Your objective:
Copy out every record that follows, word for word.

*** Material provided ***

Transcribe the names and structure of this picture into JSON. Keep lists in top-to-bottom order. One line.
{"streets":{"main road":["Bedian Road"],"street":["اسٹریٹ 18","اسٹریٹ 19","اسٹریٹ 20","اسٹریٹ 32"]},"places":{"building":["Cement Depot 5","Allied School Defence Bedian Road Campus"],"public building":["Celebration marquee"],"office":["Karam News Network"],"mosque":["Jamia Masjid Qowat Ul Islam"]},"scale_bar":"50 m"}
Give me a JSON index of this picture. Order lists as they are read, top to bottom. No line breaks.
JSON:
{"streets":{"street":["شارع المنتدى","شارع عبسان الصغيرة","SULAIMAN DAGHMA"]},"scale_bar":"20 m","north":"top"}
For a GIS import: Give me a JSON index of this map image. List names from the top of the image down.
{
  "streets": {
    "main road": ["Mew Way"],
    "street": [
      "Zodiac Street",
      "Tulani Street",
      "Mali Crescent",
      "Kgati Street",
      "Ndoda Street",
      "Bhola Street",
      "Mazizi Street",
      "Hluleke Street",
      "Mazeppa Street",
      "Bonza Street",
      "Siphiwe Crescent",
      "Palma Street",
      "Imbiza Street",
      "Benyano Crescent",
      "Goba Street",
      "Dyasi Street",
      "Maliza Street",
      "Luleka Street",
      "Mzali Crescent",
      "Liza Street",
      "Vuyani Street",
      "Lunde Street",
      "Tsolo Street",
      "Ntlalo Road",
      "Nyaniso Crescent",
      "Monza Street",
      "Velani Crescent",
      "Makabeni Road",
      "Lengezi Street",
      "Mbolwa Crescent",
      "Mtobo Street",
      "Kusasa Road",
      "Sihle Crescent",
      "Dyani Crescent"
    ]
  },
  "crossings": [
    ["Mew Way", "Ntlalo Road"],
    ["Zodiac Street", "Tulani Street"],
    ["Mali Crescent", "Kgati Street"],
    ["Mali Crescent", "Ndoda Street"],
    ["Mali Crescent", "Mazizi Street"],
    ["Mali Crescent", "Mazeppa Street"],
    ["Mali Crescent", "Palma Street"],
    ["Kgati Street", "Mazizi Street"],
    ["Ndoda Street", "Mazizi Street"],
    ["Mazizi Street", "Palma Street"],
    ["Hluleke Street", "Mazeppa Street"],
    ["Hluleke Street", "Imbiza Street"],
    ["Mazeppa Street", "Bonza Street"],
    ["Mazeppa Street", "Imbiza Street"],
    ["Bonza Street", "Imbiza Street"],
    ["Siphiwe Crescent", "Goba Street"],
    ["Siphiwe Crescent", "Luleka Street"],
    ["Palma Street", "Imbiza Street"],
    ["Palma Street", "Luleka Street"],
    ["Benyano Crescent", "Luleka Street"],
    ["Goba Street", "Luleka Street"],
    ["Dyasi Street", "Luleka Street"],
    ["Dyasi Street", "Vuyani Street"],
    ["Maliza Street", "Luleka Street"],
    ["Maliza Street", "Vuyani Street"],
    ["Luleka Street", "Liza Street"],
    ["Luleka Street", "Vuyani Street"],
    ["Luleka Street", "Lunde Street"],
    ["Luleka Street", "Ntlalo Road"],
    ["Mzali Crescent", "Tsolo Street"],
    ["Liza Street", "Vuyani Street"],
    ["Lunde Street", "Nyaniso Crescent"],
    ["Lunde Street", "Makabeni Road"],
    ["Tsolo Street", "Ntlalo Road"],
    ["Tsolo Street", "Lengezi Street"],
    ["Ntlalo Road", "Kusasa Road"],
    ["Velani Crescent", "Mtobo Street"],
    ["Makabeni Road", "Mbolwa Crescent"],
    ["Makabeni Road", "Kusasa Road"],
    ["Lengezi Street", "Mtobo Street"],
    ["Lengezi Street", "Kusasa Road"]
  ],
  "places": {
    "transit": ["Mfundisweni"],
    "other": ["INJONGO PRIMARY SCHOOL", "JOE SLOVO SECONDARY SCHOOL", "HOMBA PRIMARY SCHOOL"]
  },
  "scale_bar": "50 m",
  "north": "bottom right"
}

*** End of Material provided ***

Task answer:
Transcribe the names and structure of this picture into JSON. Keep lists in top-to-bottom order. One line.
{"streets":{"main road":["Bedian Road"],"street":["اسٹریٹ 18","اسٹریٹ 19","اسٹریٹ 20","اسٹریٹ 32"]},"places":{"building":["Cement Depot 5","Allied School Defence Bedian Road Campus"],"public building":["Celebration marquee"],"office":["Karam News Network"],"mosque":["Jamia Masjid Qowat Ul Islam"]},"scale_bar":"50 m"}
Give me a JSON index of this picture. Order lists as they are read, top to bottom. No line breaks.
JSON:
{"streets":{"street":["شارع المنتدى","شارع عبسان الصغيرة","SULAIMAN DAGHMA"]},"scale_bar":"20 m","north":"top"}
For a GIS import: Give me a JSON index of this map image. List names from the top of the image down.
{
  "streets": {
    "main road": ["Mew Way"],
    "street": [
      "Zodiac Street",
      "Tulani Street",
      "Mali Crescent",
      "Kgati Street",
      "Ndoda Street",
      "Bhola Street",
      "Mazizi Street",
      "Hluleke Street",
      "Mazeppa Street",
      "Bonza Street",
      "Siphiwe Crescent",
      "Palma Street",
      "Imbiza Street",
      "Benyano Crescent",
      "Goba Street",
      "Dyasi Street",
      "Maliza Street",
      "Luleka Street",
      "Mzali Crescent",
      "Liza Street",
      "Vuyani Street",
      "Lunde Street",
      "Tsolo Street",
      "Ntlalo Road",
      "Nyaniso Crescent",
      "Monza Street",
      "Velani Crescent",
      "Makabeni Road",
      "Lengezi Street",
      "Mbolwa Crescent",
      "Mtobo Street",
      "Kusasa Road",
      "Sihle Crescent",
      "Dyani Crescent"
    ]
  },
  "crossings": [
    ["Mew Way", "Ntlalo Road"],
    ["Zodiac Street", "Tulani Street"],
    ["Mali Crescent", "Kgati Street"],
    ["Mali Crescent", "Ndoda Street"],
    ["Mali Crescent", "Mazizi Street"],
    ["Mali Crescent", "Mazeppa Street"],
    ["Mali Crescent", "Palma Street"],
    ["Kgati Street", "Mazizi Street"],
    ["Ndoda Street", "Mazizi Street"],
    ["Mazizi Street", "Palma Street"],
    ["Hluleke Street", "Mazeppa Street"],
    ["Hluleke Street", "Imbiza Street"],
    ["Mazeppa Street", "Bonza Street"],
    ["Mazeppa Street", "Imbiza Street"],
    ["Bonza Street", "Imbiza Street"],
    ["Siphiwe Crescent", "Goba Street"],
    ["Siphiwe Crescent", "Luleka Street"],
    ["Palma Street", "Imbiza Street"],
    ["Palma Street", "Luleka Street"],
    ["Benyano Crescent", "Luleka Street"],
    ["Goba Street", "Luleka Street"],
    ["Dyasi Street", "Luleka Street"],
    ["Dyasi Street", "Vuyani Street"],
    ["Maliza Street", "Luleka Street"],
    ["Maliza Street", "Vuyani Street"],
    ["Luleka Street", "Liza Street"],
    ["Luleka Street", "Vuyani Street"],
    ["Luleka Street", "Lunde Street"],
    ["Luleka Street", "Ntlalo Road"],
    ["Mzali Crescent", "Tsolo Street"],
    ["Liza Street", "Vuyani Street"],
    ["Lunde Street", "Nyaniso Crescent"],
    ["Lunde Street", "Makabeni Road"],
    ["Tsolo Street", "Ntlalo Road"],
    ["Tsolo Street", "Lengezi Street"],
    ["Ntlalo Road", "Kusasa Road"],
    ["Velani Crescent", "Mtobo Street"],
    ["Makabeni Road", "Mbolwa Crescent"],
    ["Makabeni Road", "Kusasa Road"],
    ["Lengezi Street", "Mtobo Street"],
    ["Lengezi Street", "Kusasa Road"]
  ],
  "places": {
    "transit": ["Mfundisweni"],
    "other": ["INJONGO PRIMARY SCHOOL", "JOE SLOVO SECONDARY SCHOOL", "HOMBA PRIMARY SCHOOL"]
  },
  "scale_bar": "50 m",
  "north": "bottom right"
}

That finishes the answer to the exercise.